Hyperlocal (fetching root zone and similar ones) makes sense to me, but we have some users sitting behind internet connections with extremley low bandwith and would need to make this configurable.
For the reason I mentioned in my previous post: If the operator of a zone decides to set extremely low or high TTLs, he/she usually has a good reason to do so. A resolver should not interfere at this point.
Please read the current configuration carefully:
# Import any local configurations
include: "/etc/unbound/local.d/*.conf"
You are free to include any Unbound configuration statements in that directory. Thanks for mentioning private-address, I will have a look at this.
I agree.
Well, from what I notice, the unbound project is modular, its configuration will depend on the operating environment. Any custom configuration can be negative. I learned a lot from your explanations.
Are you creating a custom .conf file in /etc/unbound/local.d/ with these custom options, or are you directly modifying unbound.conf for these customized settings?
I am using the following with a custom file in /etc/unbound/local.d/
I realize some of these settings may be redundant and/or not recommended by the IPFire developers but, I found the DNS over TLS very slow with the default settings out of the box in IPFire.

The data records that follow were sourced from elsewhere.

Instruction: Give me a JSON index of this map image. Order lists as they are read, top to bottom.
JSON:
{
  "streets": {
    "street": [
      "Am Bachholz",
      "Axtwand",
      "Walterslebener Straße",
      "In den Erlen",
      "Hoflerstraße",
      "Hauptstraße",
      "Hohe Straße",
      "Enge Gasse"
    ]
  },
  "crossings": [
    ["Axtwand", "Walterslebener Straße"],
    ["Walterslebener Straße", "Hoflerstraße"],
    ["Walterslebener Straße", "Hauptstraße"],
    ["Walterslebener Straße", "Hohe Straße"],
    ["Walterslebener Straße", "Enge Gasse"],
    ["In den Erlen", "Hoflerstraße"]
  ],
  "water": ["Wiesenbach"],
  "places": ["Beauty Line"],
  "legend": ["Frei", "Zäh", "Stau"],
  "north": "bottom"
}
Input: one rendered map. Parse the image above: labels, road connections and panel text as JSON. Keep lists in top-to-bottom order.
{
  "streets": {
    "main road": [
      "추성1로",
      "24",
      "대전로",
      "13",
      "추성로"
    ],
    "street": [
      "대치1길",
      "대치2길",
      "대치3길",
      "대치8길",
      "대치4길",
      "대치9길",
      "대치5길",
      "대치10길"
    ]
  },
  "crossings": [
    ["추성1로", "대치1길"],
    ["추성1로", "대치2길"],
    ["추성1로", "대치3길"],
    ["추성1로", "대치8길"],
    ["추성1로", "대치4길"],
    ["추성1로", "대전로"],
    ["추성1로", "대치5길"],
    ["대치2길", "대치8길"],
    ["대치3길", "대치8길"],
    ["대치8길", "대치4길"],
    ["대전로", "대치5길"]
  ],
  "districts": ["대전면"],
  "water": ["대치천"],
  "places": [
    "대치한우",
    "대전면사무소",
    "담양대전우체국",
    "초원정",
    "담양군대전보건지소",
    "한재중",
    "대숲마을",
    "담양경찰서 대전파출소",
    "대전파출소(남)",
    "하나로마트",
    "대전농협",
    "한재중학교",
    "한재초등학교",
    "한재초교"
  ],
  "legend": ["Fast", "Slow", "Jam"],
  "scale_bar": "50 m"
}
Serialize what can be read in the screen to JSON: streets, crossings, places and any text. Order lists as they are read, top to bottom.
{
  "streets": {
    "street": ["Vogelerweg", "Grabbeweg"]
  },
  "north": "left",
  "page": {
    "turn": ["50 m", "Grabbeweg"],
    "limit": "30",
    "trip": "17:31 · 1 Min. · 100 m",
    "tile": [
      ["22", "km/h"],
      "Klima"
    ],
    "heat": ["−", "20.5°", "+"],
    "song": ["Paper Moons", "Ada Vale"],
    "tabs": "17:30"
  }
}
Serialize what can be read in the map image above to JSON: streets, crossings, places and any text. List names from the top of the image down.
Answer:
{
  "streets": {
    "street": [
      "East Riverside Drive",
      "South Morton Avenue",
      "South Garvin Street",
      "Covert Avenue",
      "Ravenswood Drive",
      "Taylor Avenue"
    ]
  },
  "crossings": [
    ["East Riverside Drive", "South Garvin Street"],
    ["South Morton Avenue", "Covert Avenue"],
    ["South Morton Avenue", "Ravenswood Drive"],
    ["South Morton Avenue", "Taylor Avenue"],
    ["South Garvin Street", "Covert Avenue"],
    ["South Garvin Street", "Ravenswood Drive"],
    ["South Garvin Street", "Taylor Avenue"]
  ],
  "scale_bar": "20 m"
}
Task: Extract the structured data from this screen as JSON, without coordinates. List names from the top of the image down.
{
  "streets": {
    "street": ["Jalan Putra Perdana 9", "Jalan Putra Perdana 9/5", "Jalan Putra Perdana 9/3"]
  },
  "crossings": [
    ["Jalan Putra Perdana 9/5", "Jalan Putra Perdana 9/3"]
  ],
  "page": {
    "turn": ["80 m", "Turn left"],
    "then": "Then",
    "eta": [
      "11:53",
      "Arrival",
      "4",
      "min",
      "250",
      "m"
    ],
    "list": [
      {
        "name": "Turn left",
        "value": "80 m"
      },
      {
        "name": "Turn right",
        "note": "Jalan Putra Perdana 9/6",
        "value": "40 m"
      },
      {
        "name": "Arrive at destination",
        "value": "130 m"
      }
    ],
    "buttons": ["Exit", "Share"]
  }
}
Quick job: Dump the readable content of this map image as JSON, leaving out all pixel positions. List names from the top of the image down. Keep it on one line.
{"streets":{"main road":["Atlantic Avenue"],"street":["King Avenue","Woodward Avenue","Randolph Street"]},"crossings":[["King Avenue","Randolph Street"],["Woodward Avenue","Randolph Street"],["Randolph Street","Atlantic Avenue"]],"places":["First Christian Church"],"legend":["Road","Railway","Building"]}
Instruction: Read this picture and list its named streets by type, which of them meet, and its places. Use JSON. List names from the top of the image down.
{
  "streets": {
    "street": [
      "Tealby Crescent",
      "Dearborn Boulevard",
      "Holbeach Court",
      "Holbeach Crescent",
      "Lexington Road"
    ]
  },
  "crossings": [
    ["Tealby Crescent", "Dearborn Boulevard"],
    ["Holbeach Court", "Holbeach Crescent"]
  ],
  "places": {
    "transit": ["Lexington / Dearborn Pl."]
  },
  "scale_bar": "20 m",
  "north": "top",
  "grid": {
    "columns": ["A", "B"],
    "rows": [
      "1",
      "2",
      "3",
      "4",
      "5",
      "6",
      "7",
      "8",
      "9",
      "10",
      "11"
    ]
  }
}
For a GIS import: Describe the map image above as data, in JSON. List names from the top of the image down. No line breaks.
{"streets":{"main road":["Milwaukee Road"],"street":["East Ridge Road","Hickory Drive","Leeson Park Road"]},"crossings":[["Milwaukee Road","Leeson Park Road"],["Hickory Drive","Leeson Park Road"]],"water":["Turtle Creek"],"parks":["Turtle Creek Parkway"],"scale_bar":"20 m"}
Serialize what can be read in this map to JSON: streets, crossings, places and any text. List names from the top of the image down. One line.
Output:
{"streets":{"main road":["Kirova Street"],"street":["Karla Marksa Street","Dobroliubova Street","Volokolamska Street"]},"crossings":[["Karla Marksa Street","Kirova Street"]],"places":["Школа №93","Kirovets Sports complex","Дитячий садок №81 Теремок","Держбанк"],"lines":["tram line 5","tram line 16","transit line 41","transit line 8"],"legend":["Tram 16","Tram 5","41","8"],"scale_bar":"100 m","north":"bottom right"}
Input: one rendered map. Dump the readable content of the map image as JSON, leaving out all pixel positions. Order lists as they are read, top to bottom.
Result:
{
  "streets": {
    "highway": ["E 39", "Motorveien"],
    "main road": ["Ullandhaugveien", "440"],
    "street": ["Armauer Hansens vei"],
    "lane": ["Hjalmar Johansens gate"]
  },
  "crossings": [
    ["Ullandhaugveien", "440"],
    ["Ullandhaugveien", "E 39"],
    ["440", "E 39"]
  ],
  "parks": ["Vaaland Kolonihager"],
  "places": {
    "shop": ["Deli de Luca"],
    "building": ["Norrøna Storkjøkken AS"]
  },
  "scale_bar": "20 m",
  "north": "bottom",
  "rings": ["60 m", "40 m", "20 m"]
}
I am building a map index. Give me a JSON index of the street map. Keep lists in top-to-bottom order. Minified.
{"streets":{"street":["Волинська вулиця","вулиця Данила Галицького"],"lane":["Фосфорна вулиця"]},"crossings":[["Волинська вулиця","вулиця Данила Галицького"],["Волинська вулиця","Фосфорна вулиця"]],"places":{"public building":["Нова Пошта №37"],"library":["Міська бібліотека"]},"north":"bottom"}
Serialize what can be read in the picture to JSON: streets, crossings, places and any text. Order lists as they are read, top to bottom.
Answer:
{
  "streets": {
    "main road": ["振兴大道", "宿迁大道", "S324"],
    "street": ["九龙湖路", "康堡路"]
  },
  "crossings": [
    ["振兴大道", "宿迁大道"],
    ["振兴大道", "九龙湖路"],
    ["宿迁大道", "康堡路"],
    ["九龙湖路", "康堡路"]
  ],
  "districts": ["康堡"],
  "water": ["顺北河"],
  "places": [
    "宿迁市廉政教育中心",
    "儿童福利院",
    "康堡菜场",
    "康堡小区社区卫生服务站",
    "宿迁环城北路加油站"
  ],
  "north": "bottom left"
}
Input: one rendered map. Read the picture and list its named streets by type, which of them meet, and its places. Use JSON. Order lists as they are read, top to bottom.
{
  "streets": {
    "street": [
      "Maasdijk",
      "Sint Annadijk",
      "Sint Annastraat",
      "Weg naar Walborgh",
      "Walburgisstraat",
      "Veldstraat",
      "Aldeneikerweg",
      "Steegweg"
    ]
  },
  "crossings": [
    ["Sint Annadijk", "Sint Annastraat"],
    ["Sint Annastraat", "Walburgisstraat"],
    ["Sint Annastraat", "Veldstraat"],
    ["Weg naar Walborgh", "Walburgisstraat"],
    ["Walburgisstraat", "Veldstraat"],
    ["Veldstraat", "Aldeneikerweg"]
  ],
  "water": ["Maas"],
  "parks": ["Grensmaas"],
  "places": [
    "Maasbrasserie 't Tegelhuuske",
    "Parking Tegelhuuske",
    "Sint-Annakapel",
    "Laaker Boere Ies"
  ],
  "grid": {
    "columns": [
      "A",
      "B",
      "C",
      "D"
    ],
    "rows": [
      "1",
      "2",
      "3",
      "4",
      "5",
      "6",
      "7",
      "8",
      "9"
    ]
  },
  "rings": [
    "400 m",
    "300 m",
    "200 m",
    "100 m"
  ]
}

In my case, IPFire was only using a single thread and the Unbound statistics showed very low cache hit rate. With these adjustments I’m seeing much higher cache hit rates and web surfing feels a lot faster.
Also one more note, I’m using Quad9 for my DNS over TLS provider. They seem very aggressive at closing the connection once the DNS lookup completes. With a single thread for Unbound, this means I was frequently running in to issues with DNS burst lookups, because the connection would be closed before the single thread could open a new connection back to Quad9. Adding 4 threads helps this quite a bit.
unfortunately, the DNS rebinding configuration cannot be enabled as a default for all IPFire installations, as it presumes resolved resources not to be located in internal networks. If somebody is using IPFire for segmenting his/her/its internal network, this will cause trouble.
Perhaps we could integrate this as an opt-in feature, but this would mean another switch at the DNS settings page, and we have too many there already (“less knobbiness”).
I am new to the IPFire project. A doubt: there is the main unbound file, but the change is not allowed. With the customized options in the local.d folder changes are possible. An example:
the prefetch: yes option is in the main file. If I add prefetch: no, will this value change?
Yes, it appears that any customization we set will over-ride the “default” options that are already listed in the unbound.conf file.
An example:
SSH as root to your IPFire host and create a file /etc/unbound/local.d/my_custom_settings.conf
Edit the file, and place the following inside: prefetch: no
Restart unbound to load the new settings: /etc/init.d/unbound restart
Run the following command to check if prefetch is now set to “no”: unbound-control get_option prefetch
You should see output like this: [root@ipfire local.d]# unbound-control get_option prefetch
`no`
This validates that the custom settings are being loaded on the service startup/restart. In this case, we can also verify that our custom setting overrides the “default” settings chosen for IPFire.
A word of caution, I test these on a LAB VM with IPFire first. I would not recommend doing this in production as you will disrupt DNS services briefly when stopping/starting Unbound.